BEGIN INFORMATION
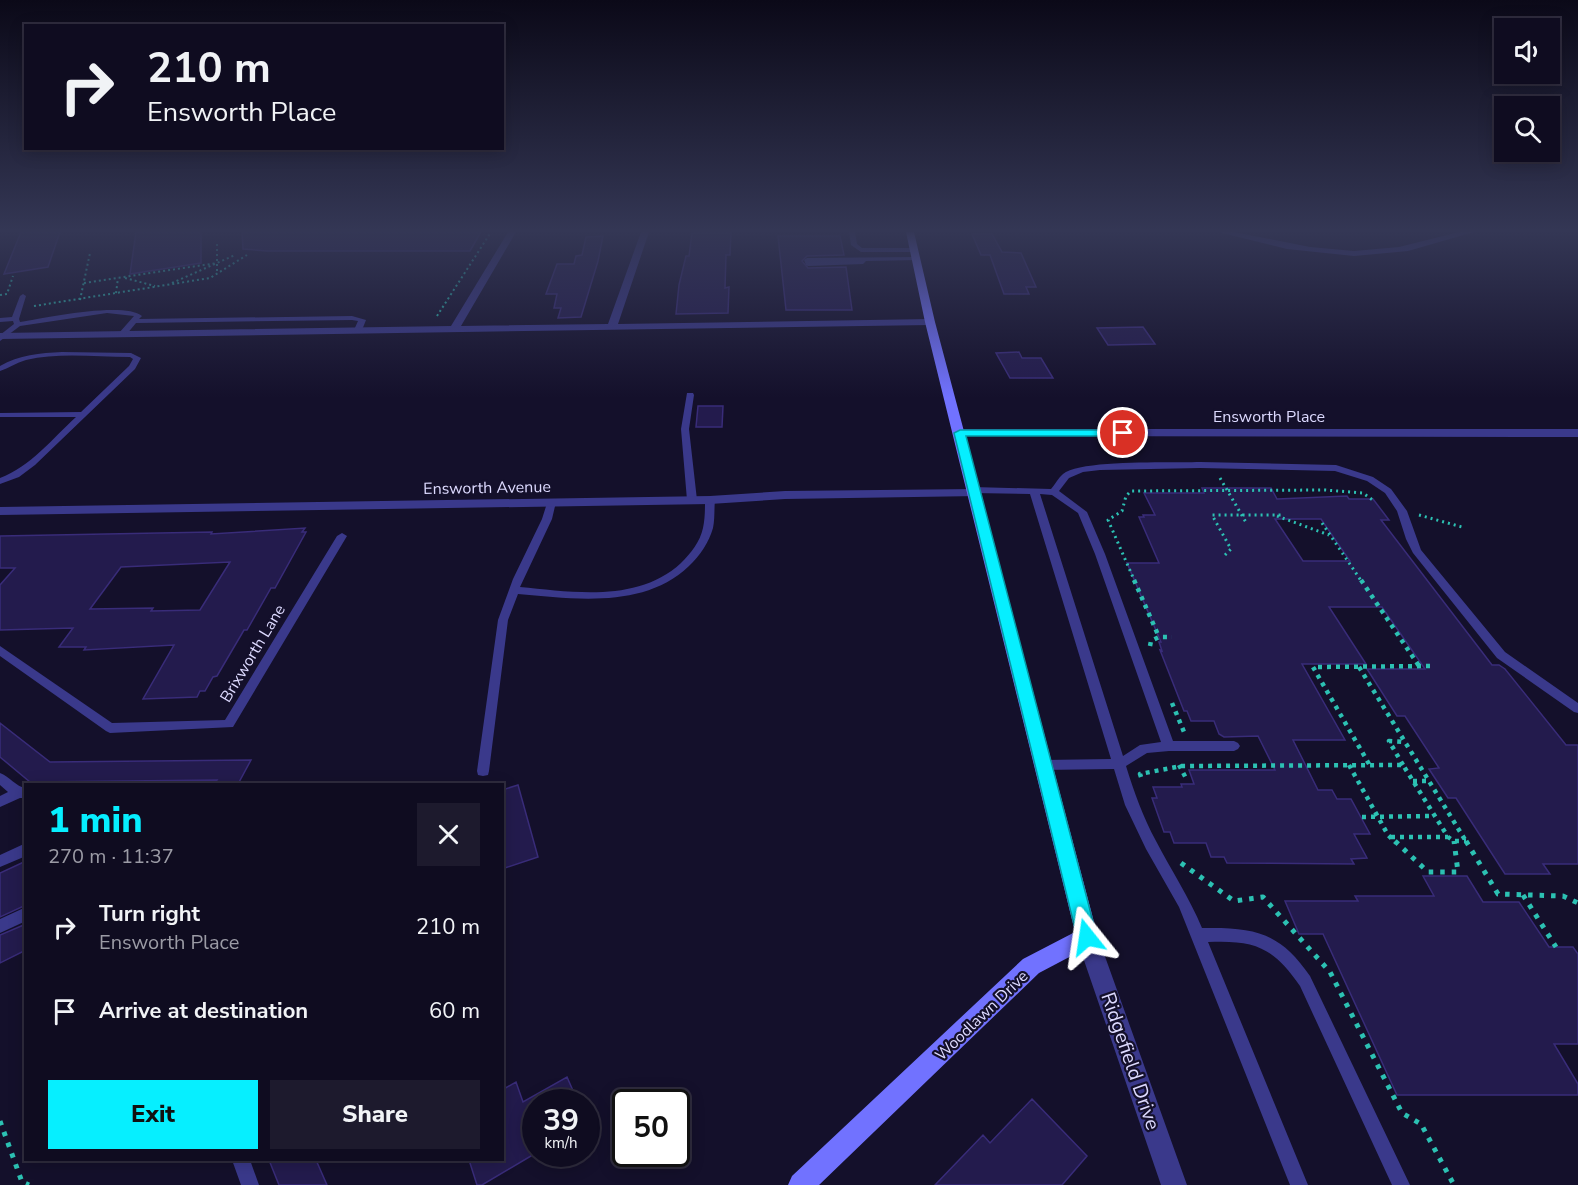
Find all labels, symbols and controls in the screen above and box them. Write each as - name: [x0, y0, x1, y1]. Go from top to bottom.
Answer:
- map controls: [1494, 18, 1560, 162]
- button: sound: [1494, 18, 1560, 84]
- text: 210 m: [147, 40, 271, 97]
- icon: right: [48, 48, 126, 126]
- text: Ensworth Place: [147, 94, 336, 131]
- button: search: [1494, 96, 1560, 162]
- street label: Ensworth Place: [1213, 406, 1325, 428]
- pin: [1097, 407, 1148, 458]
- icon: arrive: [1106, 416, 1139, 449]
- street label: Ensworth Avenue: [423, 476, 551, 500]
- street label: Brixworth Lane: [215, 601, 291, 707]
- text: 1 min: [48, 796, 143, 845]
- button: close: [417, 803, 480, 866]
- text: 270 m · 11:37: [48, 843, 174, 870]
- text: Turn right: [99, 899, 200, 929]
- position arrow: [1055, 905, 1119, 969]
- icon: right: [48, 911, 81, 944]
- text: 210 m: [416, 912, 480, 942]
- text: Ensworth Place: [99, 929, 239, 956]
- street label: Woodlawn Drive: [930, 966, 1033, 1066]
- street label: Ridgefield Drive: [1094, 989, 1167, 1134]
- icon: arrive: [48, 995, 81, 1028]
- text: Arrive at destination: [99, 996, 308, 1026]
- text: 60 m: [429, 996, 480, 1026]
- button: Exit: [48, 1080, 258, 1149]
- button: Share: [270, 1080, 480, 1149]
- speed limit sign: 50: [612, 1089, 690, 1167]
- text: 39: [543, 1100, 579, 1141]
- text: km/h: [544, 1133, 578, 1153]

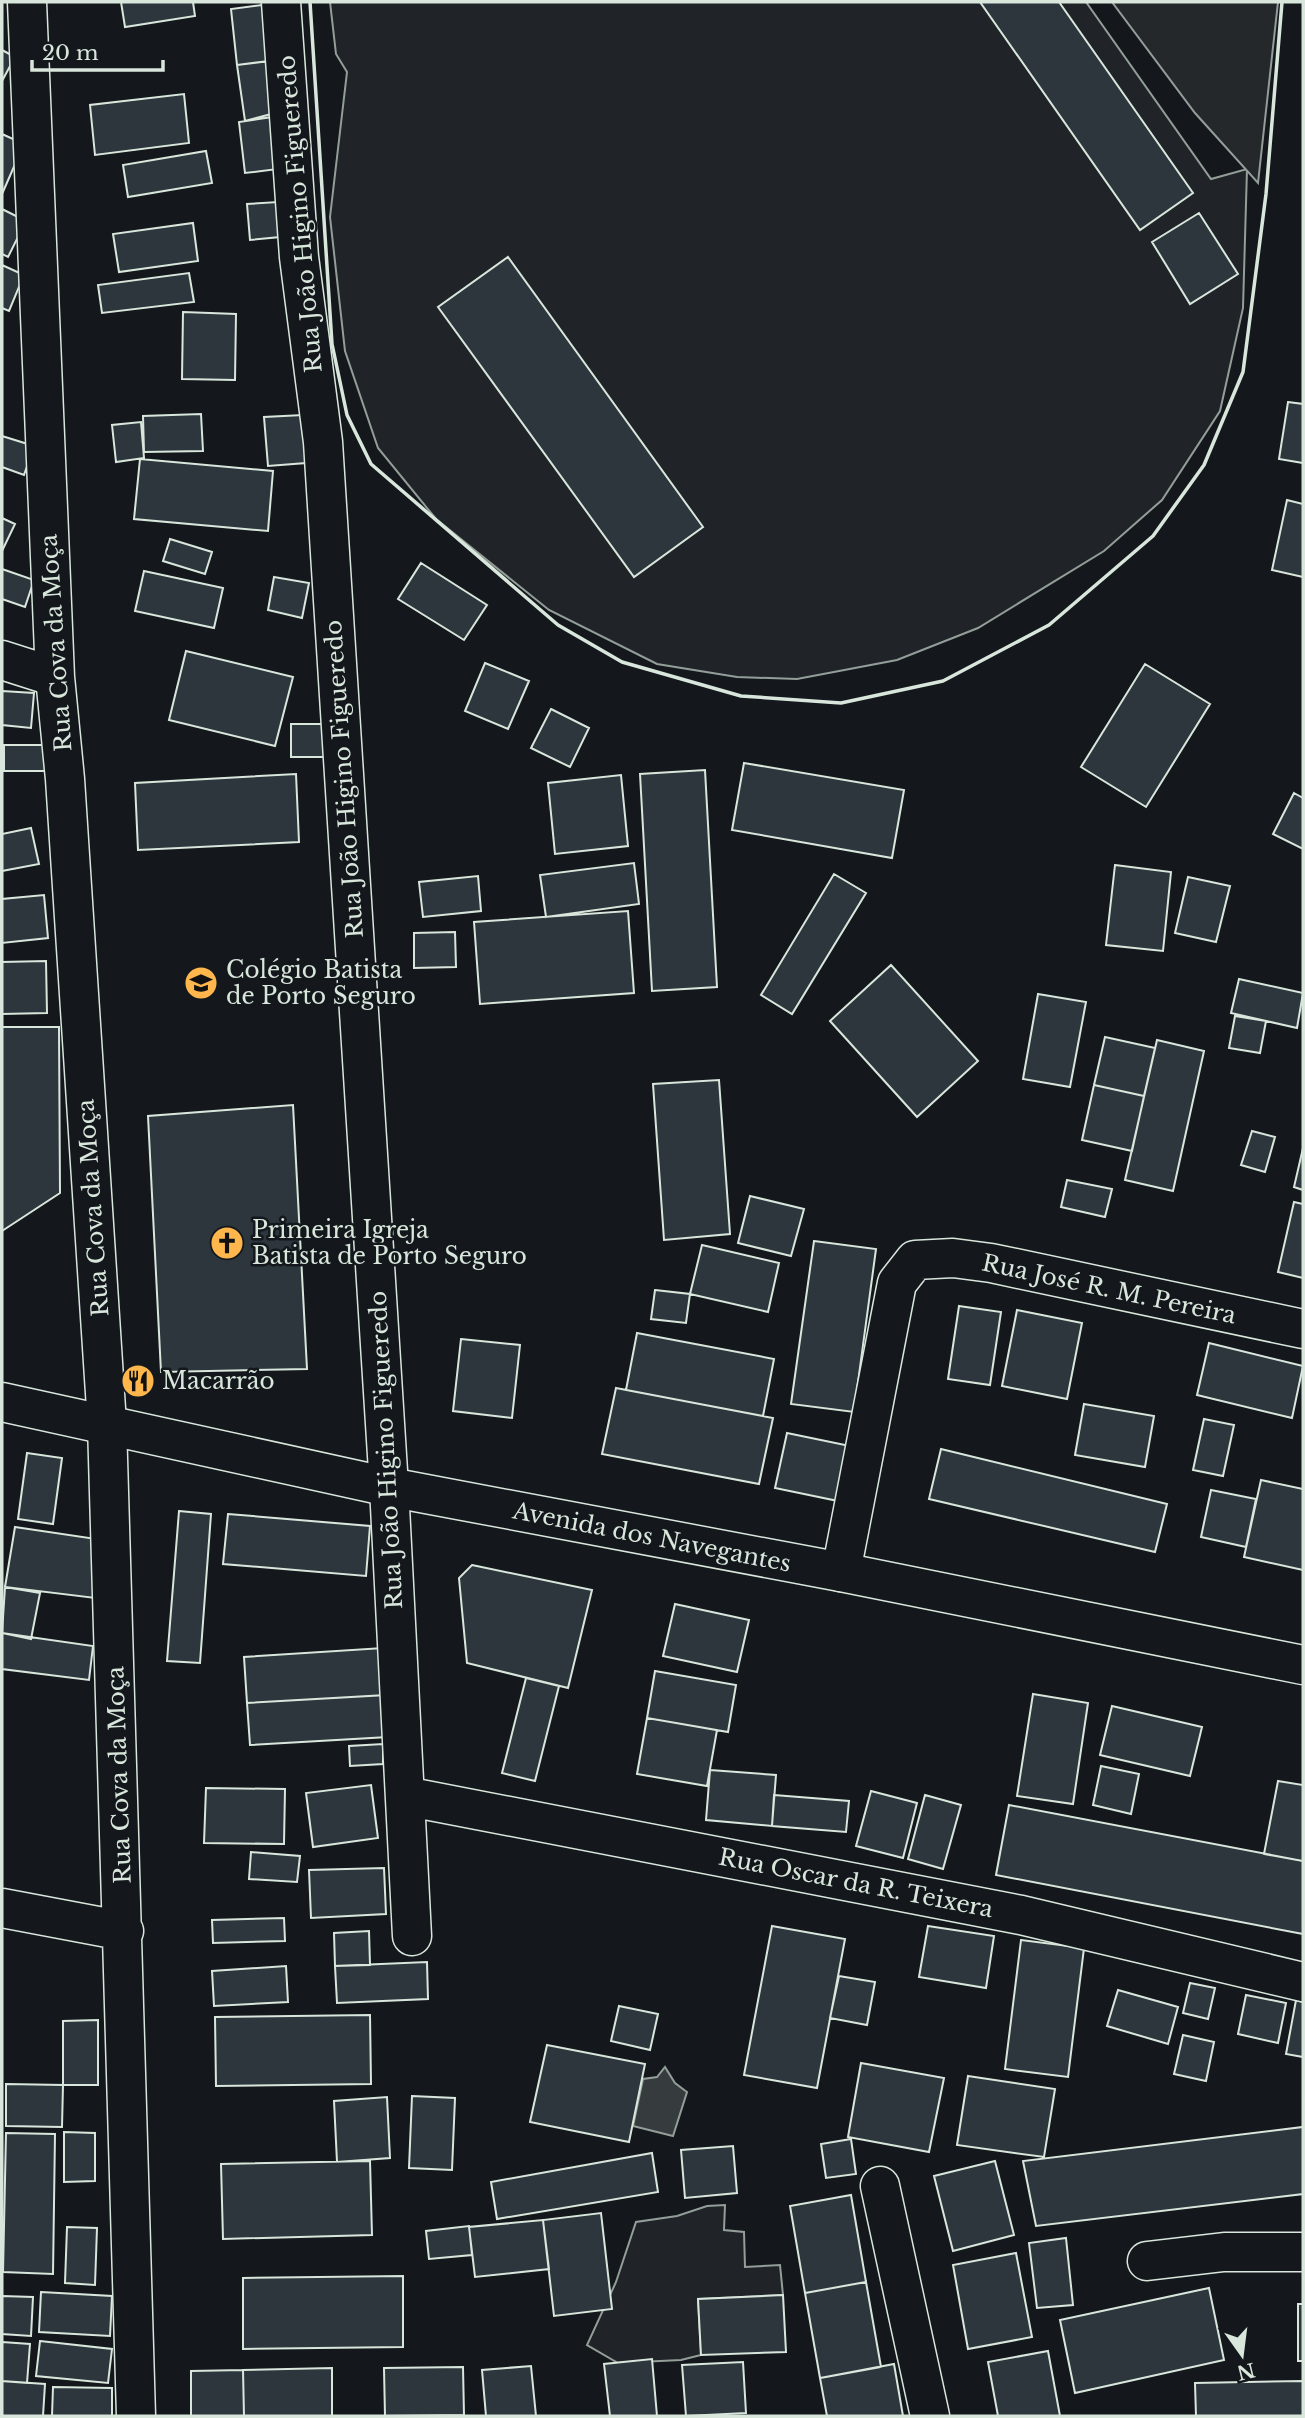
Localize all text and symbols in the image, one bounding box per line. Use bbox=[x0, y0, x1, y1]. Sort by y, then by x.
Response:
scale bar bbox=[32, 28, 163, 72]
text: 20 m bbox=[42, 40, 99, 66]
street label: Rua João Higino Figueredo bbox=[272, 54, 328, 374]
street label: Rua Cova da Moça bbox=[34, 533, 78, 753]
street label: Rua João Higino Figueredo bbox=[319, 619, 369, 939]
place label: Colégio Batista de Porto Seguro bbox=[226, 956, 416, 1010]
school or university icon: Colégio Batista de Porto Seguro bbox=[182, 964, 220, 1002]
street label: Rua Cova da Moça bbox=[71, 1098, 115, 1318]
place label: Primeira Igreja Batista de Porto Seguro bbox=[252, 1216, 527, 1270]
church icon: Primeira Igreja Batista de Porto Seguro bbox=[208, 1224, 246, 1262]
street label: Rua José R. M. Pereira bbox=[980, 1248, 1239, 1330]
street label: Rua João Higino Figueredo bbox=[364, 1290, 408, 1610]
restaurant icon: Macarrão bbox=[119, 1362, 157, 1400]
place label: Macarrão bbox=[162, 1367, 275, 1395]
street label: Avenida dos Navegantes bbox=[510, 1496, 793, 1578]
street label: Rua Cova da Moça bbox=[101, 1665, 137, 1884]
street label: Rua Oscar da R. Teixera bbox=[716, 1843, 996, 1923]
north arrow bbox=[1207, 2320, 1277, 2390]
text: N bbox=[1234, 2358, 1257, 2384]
END INFORMATION
#### [EXERCISE DESCRIPTION]
The goal is an exact reprint of the entries, leaving out the pictures.

#### [WRITTEN ANSWER]
Find all labels, symbols and controls in the screen above and box them. Write each as - name: [x0, y0, x1, y1]. Go from top to bottom.
Answer:
- map controls: [1494, 18, 1560, 162]
- button: sound: [1494, 18, 1560, 84]
- text: 210 m: [147, 40, 271, 97]
- icon: right: [48, 48, 126, 126]
- text: Ensworth Place: [147, 94, 336, 131]
- button: search: [1494, 96, 1560, 162]
- street label: Ensworth Place: [1213, 406, 1325, 428]
- pin: [1097, 407, 1148, 458]
- icon: arrive: [1106, 416, 1139, 449]
- street label: Ensworth Avenue: [423, 476, 551, 500]
- street label: Brixworth Lane: [215, 601, 291, 707]
- text: 1 min: [48, 796, 143, 845]
- button: close: [417, 803, 480, 866]
- text: 270 m · 11:37: [48, 843, 174, 870]
- text: Turn right: [99, 899, 200, 929]
- position arrow: [1055, 905, 1119, 969]
- icon: right: [48, 911, 81, 944]
- text: 210 m: [416, 912, 480, 942]
- text: Ensworth Place: [99, 929, 239, 956]
- street label: Woodlawn Drive: [930, 966, 1033, 1066]
- street label: Ridgefield Drive: [1094, 989, 1167, 1134]
- icon: arrive: [48, 995, 81, 1028]
- text: Arrive at destination: [99, 996, 308, 1026]
- text: 60 m: [429, 996, 480, 1026]
- button: Exit: [48, 1080, 258, 1149]
- button: Share: [270, 1080, 480, 1149]
- speed limit sign: 50: [612, 1089, 690, 1167]
- text: 39: [543, 1100, 579, 1141]
- text: km/h: [544, 1133, 578, 1153]

Localize all text and symbols in the image, one bounding box per line. Use bbox=[x0, y0, x1, y1]. Sort by y, then by x.
Response:
scale bar bbox=[32, 28, 163, 72]
text: 20 m bbox=[42, 40, 99, 66]
street label: Rua João Higino Figueredo bbox=[272, 54, 328, 374]
street label: Rua Cova da Moça bbox=[34, 533, 78, 753]
street label: Rua João Higino Figueredo bbox=[319, 619, 369, 939]
place label: Colégio Batista de Porto Seguro bbox=[226, 956, 416, 1010]
school or university icon: Colégio Batista de Porto Seguro bbox=[182, 964, 220, 1002]
street label: Rua Cova da Moça bbox=[71, 1098, 115, 1318]
place label: Primeira Igreja Batista de Porto Seguro bbox=[252, 1216, 527, 1270]
church icon: Primeira Igreja Batista de Porto Seguro bbox=[208, 1224, 246, 1262]
street label: Rua José R. M. Pereira bbox=[980, 1248, 1239, 1330]
street label: Rua João Higino Figueredo bbox=[364, 1290, 408, 1610]
restaurant icon: Macarrão bbox=[119, 1362, 157, 1400]
place label: Macarrão bbox=[162, 1367, 275, 1395]
street label: Avenida dos Navegantes bbox=[510, 1496, 793, 1578]
street label: Rua Cova da Moça bbox=[101, 1665, 137, 1884]
street label: Rua Oscar da R. Teixera bbox=[716, 1843, 996, 1923]
north arrow bbox=[1207, 2320, 1277, 2390]
text: N bbox=[1234, 2358, 1257, 2384]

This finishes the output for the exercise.